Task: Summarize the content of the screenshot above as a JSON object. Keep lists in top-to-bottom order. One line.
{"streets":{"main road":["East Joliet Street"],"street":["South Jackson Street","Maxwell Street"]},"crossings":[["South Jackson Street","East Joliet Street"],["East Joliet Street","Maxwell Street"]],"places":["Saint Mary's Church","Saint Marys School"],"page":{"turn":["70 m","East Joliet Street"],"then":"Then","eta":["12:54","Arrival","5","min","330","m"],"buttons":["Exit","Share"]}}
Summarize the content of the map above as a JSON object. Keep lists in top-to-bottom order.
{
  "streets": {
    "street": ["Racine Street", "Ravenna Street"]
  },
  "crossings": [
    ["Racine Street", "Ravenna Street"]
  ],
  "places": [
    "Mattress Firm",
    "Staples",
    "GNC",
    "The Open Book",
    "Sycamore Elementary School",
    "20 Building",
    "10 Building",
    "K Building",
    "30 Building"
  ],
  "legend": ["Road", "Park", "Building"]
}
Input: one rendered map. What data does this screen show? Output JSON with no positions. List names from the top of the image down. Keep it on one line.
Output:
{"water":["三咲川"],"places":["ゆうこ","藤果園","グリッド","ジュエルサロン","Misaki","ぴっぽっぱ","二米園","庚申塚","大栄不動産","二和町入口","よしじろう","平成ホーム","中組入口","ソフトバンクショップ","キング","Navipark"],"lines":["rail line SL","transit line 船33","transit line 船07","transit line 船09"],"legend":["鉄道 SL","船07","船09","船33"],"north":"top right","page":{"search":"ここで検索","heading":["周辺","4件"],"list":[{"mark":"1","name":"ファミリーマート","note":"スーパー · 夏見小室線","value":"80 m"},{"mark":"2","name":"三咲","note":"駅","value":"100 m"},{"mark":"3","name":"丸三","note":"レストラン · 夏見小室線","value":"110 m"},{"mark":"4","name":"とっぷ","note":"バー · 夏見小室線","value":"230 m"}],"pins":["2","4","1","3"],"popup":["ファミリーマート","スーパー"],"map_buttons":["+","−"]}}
※ ※ ※
ABOUT THIS TASK:
Having read the records above, reproduce each one exactly.

YOUR RESPONSE:
Task: Summarize the content of the screenshot above as a JSON object. Keep lists in top-to-bottom order. One line.
{"streets":{"main road":["East Joliet Street"],"street":["South Jackson Street","Maxwell Street"]},"crossings":[["South Jackson Street","East Joliet Street"],["East Joliet Street","Maxwell Street"]],"places":["Saint Mary's Church","Saint Marys School"],"page":{"turn":["70 m","East Joliet Street"],"then":"Then","eta":["12:54","Arrival","5","min","330","m"],"buttons":["Exit","Share"]}}
Summarize the content of the map above as a JSON object. Keep lists in top-to-bottom order.
{
  "streets": {
    "street": ["Racine Street", "Ravenna Street"]
  },
  "crossings": [
    ["Racine Street", "Ravenna Street"]
  ],
  "places": [
    "Mattress Firm",
    "Staples",
    "GNC",
    "The Open Book",
    "Sycamore Elementary School",
    "20 Building",
    "10 Building",
    "K Building",
    "30 Building"
  ],
  "legend": ["Road", "Park", "Building"]
}
Input: one rendered map. What data does this screen show? Output JSON with no positions. List names from the top of the image down. Keep it on one line.
Output:
{"water":["三咲川"],"places":["ゆうこ","藤果園","グリッド","ジュエルサロン","Misaki","ぴっぽっぱ","二米園","庚申塚","大栄不動産","二和町入口","よしじろう","平成ホーム","中組入口","ソフトバンクショップ","キング","Navipark"],"lines":["rail line SL","transit line 船33","transit line 船07","transit line 船09"],"legend":["鉄道 SL","船07","船09","船33"],"north":"top right","page":{"search":"ここで検索","heading":["周辺","4件"],"list":[{"mark":"1","name":"ファミリーマート","note":"スーパー · 夏見小室線","value":"80 m"},{"mark":"2","name":"三咲","note":"駅","value":"100 m"},{"mark":"3","name":"丸三","note":"レストラン · 夏見小室線","value":"110 m"},{"mark":"4","name":"とっぷ","note":"バー · 夏見小室線","value":"230 m"}],"pins":["2","4","1","3"],"popup":["ファミリーマート","スーパー"],"map_buttons":["+","−"]}}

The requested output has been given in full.